TASK REQUIREMENTS: Each line from the material with the word "East" in it must be copied.
------ RECORDS PROVIDED ------
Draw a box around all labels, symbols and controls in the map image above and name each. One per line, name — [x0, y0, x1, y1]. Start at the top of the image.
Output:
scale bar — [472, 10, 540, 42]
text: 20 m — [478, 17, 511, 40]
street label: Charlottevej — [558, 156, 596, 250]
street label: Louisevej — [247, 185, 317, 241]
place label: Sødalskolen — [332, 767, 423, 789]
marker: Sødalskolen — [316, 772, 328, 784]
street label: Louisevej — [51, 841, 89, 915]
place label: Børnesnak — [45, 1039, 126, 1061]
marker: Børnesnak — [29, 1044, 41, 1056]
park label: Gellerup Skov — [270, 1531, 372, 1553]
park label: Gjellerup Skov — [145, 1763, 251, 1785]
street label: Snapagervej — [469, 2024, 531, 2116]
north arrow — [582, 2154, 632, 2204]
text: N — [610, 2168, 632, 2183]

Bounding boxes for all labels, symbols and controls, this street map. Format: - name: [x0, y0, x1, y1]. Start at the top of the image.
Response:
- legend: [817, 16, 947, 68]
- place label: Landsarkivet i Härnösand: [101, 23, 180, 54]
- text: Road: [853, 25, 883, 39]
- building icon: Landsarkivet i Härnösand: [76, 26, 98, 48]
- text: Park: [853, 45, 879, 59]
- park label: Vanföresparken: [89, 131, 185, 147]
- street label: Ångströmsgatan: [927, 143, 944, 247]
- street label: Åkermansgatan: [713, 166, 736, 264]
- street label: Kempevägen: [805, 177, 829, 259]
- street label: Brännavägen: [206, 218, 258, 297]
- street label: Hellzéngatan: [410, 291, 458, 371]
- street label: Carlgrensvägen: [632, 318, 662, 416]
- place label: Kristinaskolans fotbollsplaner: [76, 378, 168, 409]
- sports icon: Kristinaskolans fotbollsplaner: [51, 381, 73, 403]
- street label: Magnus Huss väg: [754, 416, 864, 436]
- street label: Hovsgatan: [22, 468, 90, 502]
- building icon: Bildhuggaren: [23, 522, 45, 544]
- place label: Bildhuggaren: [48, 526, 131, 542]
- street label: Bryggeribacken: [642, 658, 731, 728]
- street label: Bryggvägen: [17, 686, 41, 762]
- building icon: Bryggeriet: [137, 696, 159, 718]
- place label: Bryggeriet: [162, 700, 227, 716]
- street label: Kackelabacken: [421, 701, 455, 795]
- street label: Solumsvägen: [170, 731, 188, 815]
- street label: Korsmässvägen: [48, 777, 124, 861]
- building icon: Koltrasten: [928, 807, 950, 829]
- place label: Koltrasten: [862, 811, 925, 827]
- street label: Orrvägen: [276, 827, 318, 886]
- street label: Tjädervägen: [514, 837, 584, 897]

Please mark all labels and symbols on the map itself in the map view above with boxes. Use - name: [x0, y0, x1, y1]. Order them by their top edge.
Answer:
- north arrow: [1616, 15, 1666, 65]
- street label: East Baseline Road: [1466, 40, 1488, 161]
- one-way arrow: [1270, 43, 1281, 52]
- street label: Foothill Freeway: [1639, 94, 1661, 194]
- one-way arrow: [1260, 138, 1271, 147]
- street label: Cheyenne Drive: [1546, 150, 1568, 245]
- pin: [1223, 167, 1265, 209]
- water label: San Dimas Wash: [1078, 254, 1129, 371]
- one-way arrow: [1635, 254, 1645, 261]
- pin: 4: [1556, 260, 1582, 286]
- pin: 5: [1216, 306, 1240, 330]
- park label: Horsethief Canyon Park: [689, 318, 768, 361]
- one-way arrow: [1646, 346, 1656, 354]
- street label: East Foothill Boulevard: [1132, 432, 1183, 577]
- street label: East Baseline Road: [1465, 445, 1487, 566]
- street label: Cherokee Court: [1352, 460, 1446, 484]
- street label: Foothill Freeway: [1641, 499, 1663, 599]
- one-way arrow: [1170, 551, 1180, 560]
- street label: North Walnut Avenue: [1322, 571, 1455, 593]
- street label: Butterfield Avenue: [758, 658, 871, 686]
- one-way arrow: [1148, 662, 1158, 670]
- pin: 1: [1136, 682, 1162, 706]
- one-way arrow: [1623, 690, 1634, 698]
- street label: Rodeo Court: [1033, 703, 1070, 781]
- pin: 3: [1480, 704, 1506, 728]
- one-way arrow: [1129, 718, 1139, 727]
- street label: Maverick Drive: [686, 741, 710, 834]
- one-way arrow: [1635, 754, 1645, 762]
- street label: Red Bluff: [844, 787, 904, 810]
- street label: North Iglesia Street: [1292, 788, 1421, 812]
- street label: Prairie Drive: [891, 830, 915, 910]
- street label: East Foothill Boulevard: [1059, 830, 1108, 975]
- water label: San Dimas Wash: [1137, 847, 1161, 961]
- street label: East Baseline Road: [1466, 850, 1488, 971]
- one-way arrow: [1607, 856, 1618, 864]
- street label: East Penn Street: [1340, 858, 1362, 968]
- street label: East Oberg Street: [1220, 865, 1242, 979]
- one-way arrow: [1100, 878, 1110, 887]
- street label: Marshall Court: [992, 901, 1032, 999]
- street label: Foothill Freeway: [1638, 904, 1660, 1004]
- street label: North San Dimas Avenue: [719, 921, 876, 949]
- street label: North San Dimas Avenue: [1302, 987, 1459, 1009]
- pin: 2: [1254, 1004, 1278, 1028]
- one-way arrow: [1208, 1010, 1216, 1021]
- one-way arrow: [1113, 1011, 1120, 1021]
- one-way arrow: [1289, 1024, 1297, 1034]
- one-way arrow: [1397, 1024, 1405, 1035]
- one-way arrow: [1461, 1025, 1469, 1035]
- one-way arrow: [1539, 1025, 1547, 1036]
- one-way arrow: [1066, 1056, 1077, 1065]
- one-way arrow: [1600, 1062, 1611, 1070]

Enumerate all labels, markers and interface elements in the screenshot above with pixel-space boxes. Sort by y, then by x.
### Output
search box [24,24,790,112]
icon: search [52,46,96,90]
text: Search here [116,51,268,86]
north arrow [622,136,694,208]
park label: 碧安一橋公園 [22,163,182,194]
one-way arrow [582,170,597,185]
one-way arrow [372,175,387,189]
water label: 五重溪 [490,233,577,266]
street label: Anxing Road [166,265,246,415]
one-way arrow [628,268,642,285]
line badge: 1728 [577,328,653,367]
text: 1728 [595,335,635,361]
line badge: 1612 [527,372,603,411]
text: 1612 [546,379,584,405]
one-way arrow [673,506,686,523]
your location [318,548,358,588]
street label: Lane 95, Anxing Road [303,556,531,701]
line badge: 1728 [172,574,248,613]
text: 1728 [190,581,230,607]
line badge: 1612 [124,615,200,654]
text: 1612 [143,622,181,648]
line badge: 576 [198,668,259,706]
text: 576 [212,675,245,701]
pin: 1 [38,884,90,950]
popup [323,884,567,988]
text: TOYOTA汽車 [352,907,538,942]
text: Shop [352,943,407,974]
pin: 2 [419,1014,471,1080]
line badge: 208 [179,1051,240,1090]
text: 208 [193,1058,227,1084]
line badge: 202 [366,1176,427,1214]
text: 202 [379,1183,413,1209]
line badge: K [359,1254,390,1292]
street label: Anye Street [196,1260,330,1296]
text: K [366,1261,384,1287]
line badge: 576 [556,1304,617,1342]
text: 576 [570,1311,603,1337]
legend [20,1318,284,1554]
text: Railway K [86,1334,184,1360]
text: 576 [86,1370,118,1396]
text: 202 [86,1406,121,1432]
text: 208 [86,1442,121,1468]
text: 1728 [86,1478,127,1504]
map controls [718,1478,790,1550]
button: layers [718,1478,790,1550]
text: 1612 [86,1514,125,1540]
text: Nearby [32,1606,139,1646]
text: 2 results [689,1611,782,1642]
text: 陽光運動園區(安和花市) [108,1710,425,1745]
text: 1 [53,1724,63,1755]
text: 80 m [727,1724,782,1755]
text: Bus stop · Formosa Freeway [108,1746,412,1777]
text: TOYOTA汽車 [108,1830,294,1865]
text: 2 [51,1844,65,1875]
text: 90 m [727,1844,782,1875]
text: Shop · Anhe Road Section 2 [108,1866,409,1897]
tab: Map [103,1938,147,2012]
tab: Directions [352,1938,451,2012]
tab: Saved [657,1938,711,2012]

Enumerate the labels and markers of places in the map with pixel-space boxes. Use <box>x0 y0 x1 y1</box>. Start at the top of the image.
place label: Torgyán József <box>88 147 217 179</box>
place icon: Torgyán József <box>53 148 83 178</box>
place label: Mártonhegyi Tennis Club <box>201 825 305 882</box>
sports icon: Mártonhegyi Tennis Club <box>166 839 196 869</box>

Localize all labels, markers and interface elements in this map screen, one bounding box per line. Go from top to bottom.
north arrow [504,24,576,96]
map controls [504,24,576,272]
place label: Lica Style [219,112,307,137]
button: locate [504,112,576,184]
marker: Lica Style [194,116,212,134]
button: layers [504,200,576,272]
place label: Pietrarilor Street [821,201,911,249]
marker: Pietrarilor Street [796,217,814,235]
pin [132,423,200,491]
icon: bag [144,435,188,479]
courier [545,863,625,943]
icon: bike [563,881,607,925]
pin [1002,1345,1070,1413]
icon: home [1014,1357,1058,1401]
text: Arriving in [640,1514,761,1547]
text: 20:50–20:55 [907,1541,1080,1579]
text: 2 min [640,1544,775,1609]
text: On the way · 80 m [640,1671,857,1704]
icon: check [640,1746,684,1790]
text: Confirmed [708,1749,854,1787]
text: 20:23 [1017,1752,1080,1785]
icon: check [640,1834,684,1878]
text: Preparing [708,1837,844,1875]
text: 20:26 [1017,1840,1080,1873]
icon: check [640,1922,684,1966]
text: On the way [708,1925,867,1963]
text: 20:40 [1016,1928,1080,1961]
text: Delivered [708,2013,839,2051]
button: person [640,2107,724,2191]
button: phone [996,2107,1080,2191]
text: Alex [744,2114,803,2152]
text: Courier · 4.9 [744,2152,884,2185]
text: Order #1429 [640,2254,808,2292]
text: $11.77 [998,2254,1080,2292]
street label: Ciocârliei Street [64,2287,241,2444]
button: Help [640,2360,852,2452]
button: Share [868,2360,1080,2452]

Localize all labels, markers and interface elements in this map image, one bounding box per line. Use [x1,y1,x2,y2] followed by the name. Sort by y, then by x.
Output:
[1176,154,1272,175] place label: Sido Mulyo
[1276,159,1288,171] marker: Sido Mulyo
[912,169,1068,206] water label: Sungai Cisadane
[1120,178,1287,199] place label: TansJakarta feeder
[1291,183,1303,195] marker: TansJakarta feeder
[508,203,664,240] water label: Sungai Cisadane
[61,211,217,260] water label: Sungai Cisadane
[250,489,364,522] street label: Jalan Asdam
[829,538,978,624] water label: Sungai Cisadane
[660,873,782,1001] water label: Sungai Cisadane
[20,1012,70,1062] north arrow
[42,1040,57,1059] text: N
------
ANSWER FOR THE TASK:
- street label: East Baseline Road: [1466, 40, 1488, 161]
- street label: East Foothill Boulevard: [1132, 432, 1183, 577]
- street label: East Baseline Road: [1465, 445, 1487, 566]
- street label: East Foothill Boulevard: [1059, 830, 1108, 975]
- street label: East Baseline Road: [1466, 850, 1488, 971]
- street label: East Penn Street: [1340, 858, 1362, 968]
- street label: East Oberg Street: [1220, 865, 1242, 979]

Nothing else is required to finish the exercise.